Apache Storm distributed messaging system


Apache Storm processes real-time data, and the input usually comes from a message queuing system. An external distributed messaging system will provide the input required for real-time computation. Spout will read data from the messaging system, convert it into tuples and feed it into Apache Storm. Interestingly, Apache Storm uses its own distributed messaging system internally for communication between its nimbus and supervisor.

What is a distributed messaging system?

Distributed messaging is based on the concept of reliable message queues. Messages are queued asynchronously between the client application and the messaging system. Distributed messaging systems provide the benefits of reliability, scalability, and durability.

Most messaging patterns follow the publish-subscribe model (referred to as publish-subscribe), where the sender of a message is called the publisher, And those who want to receive messages are called subscribers.

Once the message has been published by the sender, the subscriber can receive the selected message with the help of filtering options. Usually we have two types of filtering, one is topic-based filtering and the other is content-based filtering.
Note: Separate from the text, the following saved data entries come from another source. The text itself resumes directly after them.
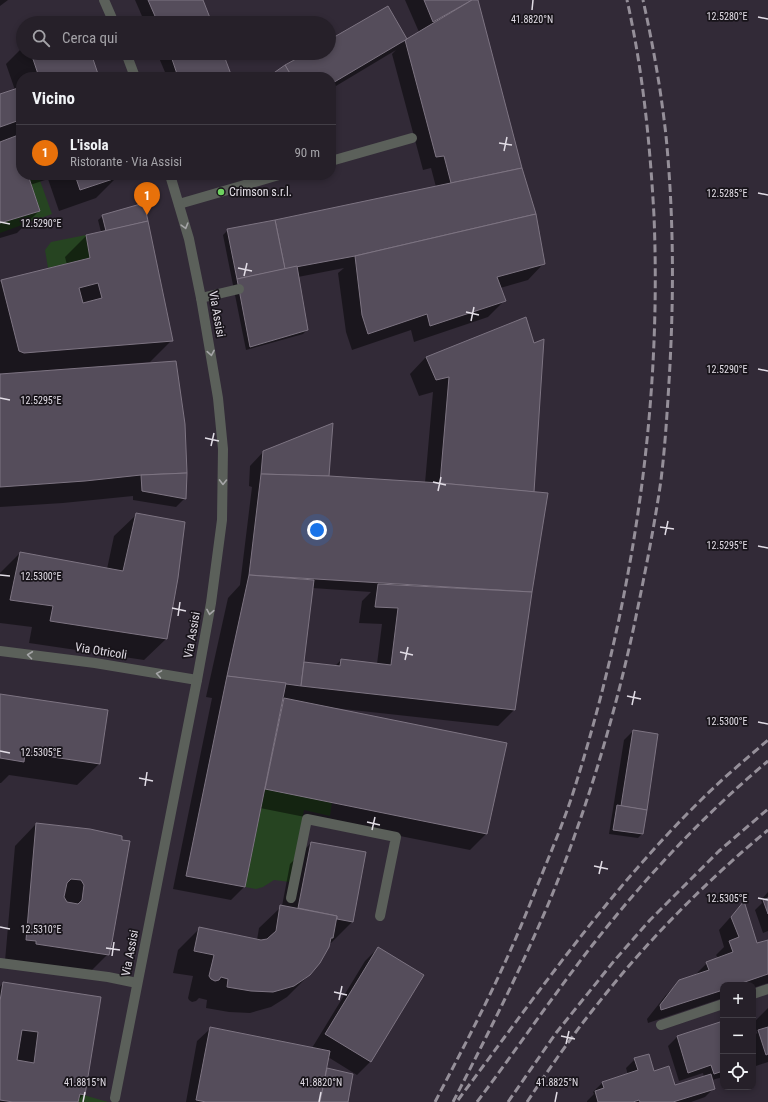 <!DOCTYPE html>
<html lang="it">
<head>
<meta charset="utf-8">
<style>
  :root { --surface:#262029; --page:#2e2831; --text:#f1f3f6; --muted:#a4a3a8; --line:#423e46; --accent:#6fd360 }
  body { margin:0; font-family:"Roboto Condensed",sans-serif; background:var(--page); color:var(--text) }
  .controls { position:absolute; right:12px; bottom:12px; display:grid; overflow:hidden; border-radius:8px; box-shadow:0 2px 6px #0003 }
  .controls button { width:36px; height:36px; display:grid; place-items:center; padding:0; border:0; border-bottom:1px solid var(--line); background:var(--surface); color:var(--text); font:20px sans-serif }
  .you { position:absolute; left:317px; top:530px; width:14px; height:14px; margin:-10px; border:3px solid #fff; border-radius:50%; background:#1a73e8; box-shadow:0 0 0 6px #1a73e833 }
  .badge { display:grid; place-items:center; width:26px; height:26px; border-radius:50%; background:var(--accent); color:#fff; font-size:13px; font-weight:700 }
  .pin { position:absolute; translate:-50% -33px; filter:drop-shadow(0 1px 2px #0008) }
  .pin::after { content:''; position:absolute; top:21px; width:14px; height:12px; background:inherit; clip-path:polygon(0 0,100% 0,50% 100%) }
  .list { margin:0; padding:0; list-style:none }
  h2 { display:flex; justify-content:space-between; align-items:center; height:52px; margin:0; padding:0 16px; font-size:17px }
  h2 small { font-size:13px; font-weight:400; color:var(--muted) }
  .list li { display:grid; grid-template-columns:26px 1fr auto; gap:12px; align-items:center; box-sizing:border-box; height:56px; padding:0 16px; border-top:1px solid var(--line) }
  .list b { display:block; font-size:15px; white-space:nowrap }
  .list p { margin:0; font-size:13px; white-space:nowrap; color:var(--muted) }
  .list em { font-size:13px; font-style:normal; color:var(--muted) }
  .icon { flex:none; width:22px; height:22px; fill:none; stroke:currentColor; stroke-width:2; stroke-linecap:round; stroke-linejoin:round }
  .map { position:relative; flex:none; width:768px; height:1102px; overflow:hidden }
  .search { position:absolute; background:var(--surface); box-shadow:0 2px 6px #0003; left:16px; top:16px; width:320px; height:44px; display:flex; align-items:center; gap:10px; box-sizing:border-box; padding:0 14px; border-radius:22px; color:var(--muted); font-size:15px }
  .panel { position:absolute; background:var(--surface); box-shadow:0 2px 6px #0003; left:16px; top:72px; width:320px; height:108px; border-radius:16px }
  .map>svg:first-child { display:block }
</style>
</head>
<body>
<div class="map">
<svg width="768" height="1102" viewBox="0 0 768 1102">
  <rect width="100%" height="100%" fill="#322a37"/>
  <g fill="#264421">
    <path d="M28,175H38L52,214L0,233V223L40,211Z"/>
    <path d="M86,235L90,258L48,268L45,250L51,242Z"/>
    <path d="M265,789L332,802L330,816L304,810L290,882L274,880L263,887L256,889L245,887Z"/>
    <path d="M80,1094L108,1102H78Z"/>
  </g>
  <g fill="#0007" fill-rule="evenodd">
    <path d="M0,0H8L0,6Z"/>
    <path d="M135,0H202L210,23H145Z"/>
    <path d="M405,0H477L544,263L528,280L500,288L505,300L488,317L414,342L411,330L352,350L346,332L338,273L344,268L298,277L307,330L303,334L246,350L223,235L228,230L436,187L431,168L423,170L392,54L396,50L331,89V77H270L309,53H329V41L405,39L402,43L419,32Z"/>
    <path d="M23,47V53H90L98,77H21V175H117L118,176L96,198L59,211L48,179L30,185L39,211L17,233L0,238V95L15,90L6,64Z"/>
    <path d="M157,53H221L230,77H167Z"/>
    <path d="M103,216L172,340L150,362L115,365L116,367L185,498L176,507L133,500V496L63,503L0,507V375H3L0,373V282L67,265L65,257L87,235L101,232L98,220Z"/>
    <path d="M525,318L532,492L547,494L531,592L514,710L498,726L334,708V709L487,833L470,850L260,808L244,887L231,900L173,889L212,698L206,697L228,598L240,585L252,487L249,486L250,466L263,452L328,477L425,483L433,392L419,396L410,374L426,357ZM312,588L371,592L362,601L359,623L382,624L377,664L341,660L334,667L303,663ZM279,717H281L278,732H276Z"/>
    <path d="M136,515L166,639L144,660L29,643L32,627L0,623V573L20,553L107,569L114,536Z"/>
    <path d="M0,695L99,764L77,785L9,775L1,783H0Z"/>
    <path d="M633,731L642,834L638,838L609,834L624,740Z"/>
    <path d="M36,824L90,830L108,954L86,976L5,961L15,846Z"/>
    <path d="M311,843L352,922L331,943H329L309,975L287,997L271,1007L250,1013L229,1012L206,1008L207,1000L199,998L196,1001L192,1002L189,1000L188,998L193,976L173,973L178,950L200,928L257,940L259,928L282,906L290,864Z"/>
    <path d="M768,892V931L763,933L755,910L762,903L761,900Z"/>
    <path d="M743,903L757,944L768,941V983L753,988V985H723V998L648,1023L647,1019L666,995L680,981L694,976L707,963L718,958L716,955L724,947L719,930Z"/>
    <path d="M378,948L423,975L370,1062L357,1075L328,1057L325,1071L327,1069L347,1102H186L197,1041L211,1028L312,1048L365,961Z"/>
    <path d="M3,983L84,1094L77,1102H0V987Z"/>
    <path d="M768,1008V1062L753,1067V1037L757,1033L754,1022Z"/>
    <path d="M723,1022V1077L712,1080L714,1088L705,1097L691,1102H587V1101L594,1094L593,1092L602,1083L628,1075L626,1068L635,1059L674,1087L704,1077L703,1073L679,1081L668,1046L677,1037Z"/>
  </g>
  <g fill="#554d5b" stroke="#7d7482" fill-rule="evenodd">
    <path d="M148,0H203L212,23H158Z"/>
    <path d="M424,0H472L433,22Z"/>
    <path d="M472,0H478L522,168L451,183L444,156L436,157L405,40Z"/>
    <path d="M388,6L407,39L331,84V77H292L285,65L307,53H329V40Z"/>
    <path d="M31,53H91L99,77H39Z"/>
    <path d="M170,53H223L232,77H178Z"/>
    <path d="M285,65L292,77H268Z"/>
    <path d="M21,87V132L17,121L0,127V94Z"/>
    <path d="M21,134V175H28L40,211L0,223V142Z"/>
    <path d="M522,168L536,214L355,256L285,269L275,220Z"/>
    <path d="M75,175H118L119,177L80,190Z"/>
    <path d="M144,203L148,221L106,231L102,215Z"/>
    <path d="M536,214L545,264L497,277L506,301L430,326L427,314L368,334L362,315L355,256Z"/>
    <path d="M275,220L285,269L237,279L227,229Z"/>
    <path d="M148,221L173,341L24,353L19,351L1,280L90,258L86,235ZM98,283L102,298L83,303L79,288Z"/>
    <path d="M297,266L308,330L250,347L237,279Z"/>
    <path d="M526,317L534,343L544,339L534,492L440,483L449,377L436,380L426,357Z"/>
    <path d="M176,361L185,424L187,473L141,475L85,481L0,487V374Z"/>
    <path d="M333,423L329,476L261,474L263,451Z"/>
    <path d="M187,473L186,499L142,491L141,475Z"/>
    <path d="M261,474L329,476L440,483L548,493L532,592L249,575Z"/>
    <path d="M136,513L185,522L178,578L167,639L50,621L53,606L10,600L20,552L123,571Z"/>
    <path d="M249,575L314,580L301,686L227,676Z"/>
    <path d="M378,584L532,592L515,710L301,686L304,662L340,666L341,659L391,665L398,608L375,607Z"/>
    <path d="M227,676L286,683L245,887L186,876Z"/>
    <path d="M0,694L108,710L100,764L25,753L24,762L0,758Z"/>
    <path d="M284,698L507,743L487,834L265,789Z"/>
    <path d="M633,730L658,734L647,810L621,806Z"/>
    <path d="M617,805L647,810L643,834L613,830Z"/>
    <path d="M36,823L90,829L122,836V840L130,841L112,942L109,955L36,944V941L26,940ZM71,879L81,880L84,885L82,900L78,904L67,902L64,897L67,883Z"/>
    <path d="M311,842L366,852L353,922L337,919V916L298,908Z"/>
    <path d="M768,898V914L763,900Z"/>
    <path d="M744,901L757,943L768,940V974L736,985H723V990L661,1010L660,1005L679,980L709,970L706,962L733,952L729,941L739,937L731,917Z"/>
    <path d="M280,905L337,916L333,938H331L329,947L320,963L310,975L294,986L273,992L251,991L227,987L228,979L221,977L219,980L215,981L211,979L209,976L214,955L194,951L199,927L261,940L267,939L276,931Z"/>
    <path d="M378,947L424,975L371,1062L325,1034Z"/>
    <path d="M3,982L101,997L85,1095L80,1094L78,1102H13L0,1100V1001ZM22,1030L38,1032L34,1063L17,1060Z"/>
    <path d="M723,1021V1071L714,1074L711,1065L688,1073L677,1036Z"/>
    <path d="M210,1027L330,1051L320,1102H206L196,1100Z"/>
    <path d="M768,1027V1054L766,1055L758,1030Z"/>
    <path d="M649,1054L654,1071L669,1066L675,1085L711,1074L715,1089L673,1102H640L639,1100L633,1102H598L595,1091L604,1088L602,1082L638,1070L634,1058Z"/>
    <path d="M327,1068L353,1074L348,1102H320Z"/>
  </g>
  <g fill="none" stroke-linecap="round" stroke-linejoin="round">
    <g stroke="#5b605a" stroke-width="10">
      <path d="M331,161L412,138"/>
      <path d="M179,204L279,175"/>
      <path d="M201,298L239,289"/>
      <path d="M753,994L768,989"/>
      <path d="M661,1025L723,1004"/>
    </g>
    <path stroke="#5b605a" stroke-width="10" d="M291,898L307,819L396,837L380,916"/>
    <g stroke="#5b605a" stroke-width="10">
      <path d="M104,0L114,23"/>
      <path d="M126,53L135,77"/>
      <path d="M0,651L95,663L197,680"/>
      <path d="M0,963L108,977L137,983"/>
      <path d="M115,1098L197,680L211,603L222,520L223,449L218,398L201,298L189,239L170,175"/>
    </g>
    <g stroke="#958f99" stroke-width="3" stroke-dasharray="8 4" stroke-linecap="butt">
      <path d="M458,1100C535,997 610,889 702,799C723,778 746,759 768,740"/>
      <path d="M435,1102C460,1054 485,1007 507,958C518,934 528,909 538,884C550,854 563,824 573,793C632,607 662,412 654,216C650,144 643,71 627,0"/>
      <path d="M453,1102C487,1036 521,969 550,900C586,812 614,719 634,626C644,578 654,529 661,480C665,447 667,415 669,382C674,300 674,218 666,136C661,90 653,45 643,0"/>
      <path d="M477,1102C523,1041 566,976 615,917C661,861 712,808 768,761"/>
      <path d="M508,1102L556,1033L614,961L650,920L719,851L768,809"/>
      <path d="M527,1102C549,1069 571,1037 596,1006C646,942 705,882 768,830"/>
    </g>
  </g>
  <defs><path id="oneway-chevron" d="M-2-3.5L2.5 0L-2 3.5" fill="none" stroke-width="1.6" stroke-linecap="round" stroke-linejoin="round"/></defs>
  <g stroke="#a5a5a7">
    <use href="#oneway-chevron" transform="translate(185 226) rotate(74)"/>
    <use href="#oneway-chevron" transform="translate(211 353) rotate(80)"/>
    <use href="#oneway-chevron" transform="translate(223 482) rotate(91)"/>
    <use href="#oneway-chevron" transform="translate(210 612) rotate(100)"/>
    <use href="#oneway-chevron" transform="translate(30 655) rotate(-173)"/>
    <use href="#oneway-chevron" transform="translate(159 674) rotate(-170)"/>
  </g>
  <path fill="none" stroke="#e2dde6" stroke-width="1.5" d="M532,10L533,0M758,17L768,19M499,143L512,145M504,151L507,137M758,193L768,195M0,222L10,224M238,268L252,271M244,276L247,263M466,312L479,315M471,321L474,307M758,369L768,371M0,398L10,400M205,438L219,441M211,446L214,433M433,482L446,485M438,491L441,477M660,527L674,529M665,535L668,521M758,546L768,548M0,575L10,576M172,608L186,611M178,616L180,602M400,652L413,655M405,660L408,647M627,696L641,699M632,705L635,691M758,722L768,724M0,751L10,753M139,778L153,781M145,786L147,772M367,822L380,825M372,830L375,817M594,866L608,869M599,874L602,861M758,898L768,900M0,927L10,929M106,948L120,950M112,956L114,942M334,992L347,995M339,1000L342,986M561,1036L575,1039M566,1044L569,1031M83,1102L85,1092M319,1102L321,1092M555,1102L557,1092"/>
  <circle fill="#6fd360" stroke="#18141a" stroke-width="1.5" cx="221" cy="192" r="4"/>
  <g text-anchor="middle" stroke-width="3.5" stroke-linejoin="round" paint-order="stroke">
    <g font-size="12" fill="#e2dde6" stroke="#18141a" text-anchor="start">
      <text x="229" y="196">Crimson s.r.l.</text>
    </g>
    <g font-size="12" fill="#e2dde6" stroke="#18141a">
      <text transform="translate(217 314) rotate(80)" y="4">Via Assisi</text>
      <text transform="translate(192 635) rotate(-80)" y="4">Via Assisi</text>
      <text transform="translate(101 651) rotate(9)" y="4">Via Otricoli</text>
      <text transform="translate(130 953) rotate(-79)" y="4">Via Assisi</text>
    </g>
  </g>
  <g font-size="10" text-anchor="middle" fill="#e2dde6" stroke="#18141a" stroke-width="3.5" stroke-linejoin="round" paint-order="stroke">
    <text x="727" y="20">12.5280°E</text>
    <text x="532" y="23">41.8820°N</text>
    <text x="727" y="197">12.5285°E</text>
    <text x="41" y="227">12.5290°E</text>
    <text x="727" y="373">12.5290°E</text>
    <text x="41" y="404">12.5295°E</text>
    <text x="727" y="549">12.5295°E</text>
    <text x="41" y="580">12.5300°E</text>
    <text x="727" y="725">12.5300°E</text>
    <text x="41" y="756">12.5305°E</text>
    <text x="727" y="902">12.5305°E</text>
    <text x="41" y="933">12.5310°E</text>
    <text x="85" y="1086">41.8815°N</text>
    <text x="321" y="1086">41.8820°N</text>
    <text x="557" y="1086">41.8825°N</text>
  </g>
</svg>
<div class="controls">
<button>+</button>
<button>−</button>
<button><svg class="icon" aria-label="locate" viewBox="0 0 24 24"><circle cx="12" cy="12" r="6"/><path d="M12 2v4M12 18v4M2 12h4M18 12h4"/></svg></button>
</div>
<div class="you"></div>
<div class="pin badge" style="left:147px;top:215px;background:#e8710a">1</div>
<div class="search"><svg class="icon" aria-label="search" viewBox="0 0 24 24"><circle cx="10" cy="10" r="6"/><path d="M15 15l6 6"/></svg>Cerca qui</div>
<section class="panel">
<h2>Vicino<small></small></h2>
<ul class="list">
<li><span class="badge" style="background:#e8710a">1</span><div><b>L'isola</b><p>Ristorante · Via Assisi</p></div><em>90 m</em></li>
</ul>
</section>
</div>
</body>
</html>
It should be noted that the pub-sub model can only communicate through messages. It's a very loosely coupled architecture; even senders don't know who their subscribers are. Many messaging patterns enable message brokers to exchange published messages for timely access by many subscribers. A real life example is Dish TV which publishes different channels like Sports, Movies, Music etc. Anyone can subscribe to their own set of channels and get the channels they subscribe to when available.

messaging_system.jpg

The following table describes some of the popular high-throughput messaging systems -

Distributed Messaging SystemsDescription
Apache KafkaKafka was developed at LinkedIn, and later it became a sub-project of Apache. Apache Kafka is based on a brokerenabled, durable, distributed publish-subscribe model. Kafka is fast, scalable and efficient.
RabbitMQRabbitMQ is an open source distributed robust messaging application. It's easy to use and runs on all platforms.
JMS (Java Message Service)JMS is an open source API that supports creating, reading, and sending messages from one application to another. It provides guaranteed messaging and follows a publish-subscribe model.
ActiveMQActiveMQ messaging system is an open source API for JMS.
ZeroMQZeroMQ is agentless peer message processing. It provides push-pull, router-reseller messaging modes.
KestrelKestrel is a fast, reliable, and simple distributed message queue.

Thrift Protocol

Thrift is built on Facebook for cross-language service development and remote procedure calls (RPC). Later, it became an open source Apache project. Apache Thrift is an interface definition language that allows new data types and service implementations to be defined on top of defined data types in an easy way. Apache Thrift is also a communication framework that supports embedded systems, mobile applications, web applications and many other programming languages. Some of the key features associated with Apache Thrift are its modularity, flexibility, and high performance. Furthermore, it can perform streaming, messaging and RPC in distributed applications.

Storm makes extensive use of the Thrift protocol for internal communication and data definition. Storm topology is just

Thrift Structs

. Storm Nimbus is a Thrift service that runs the topology in Apache Storm.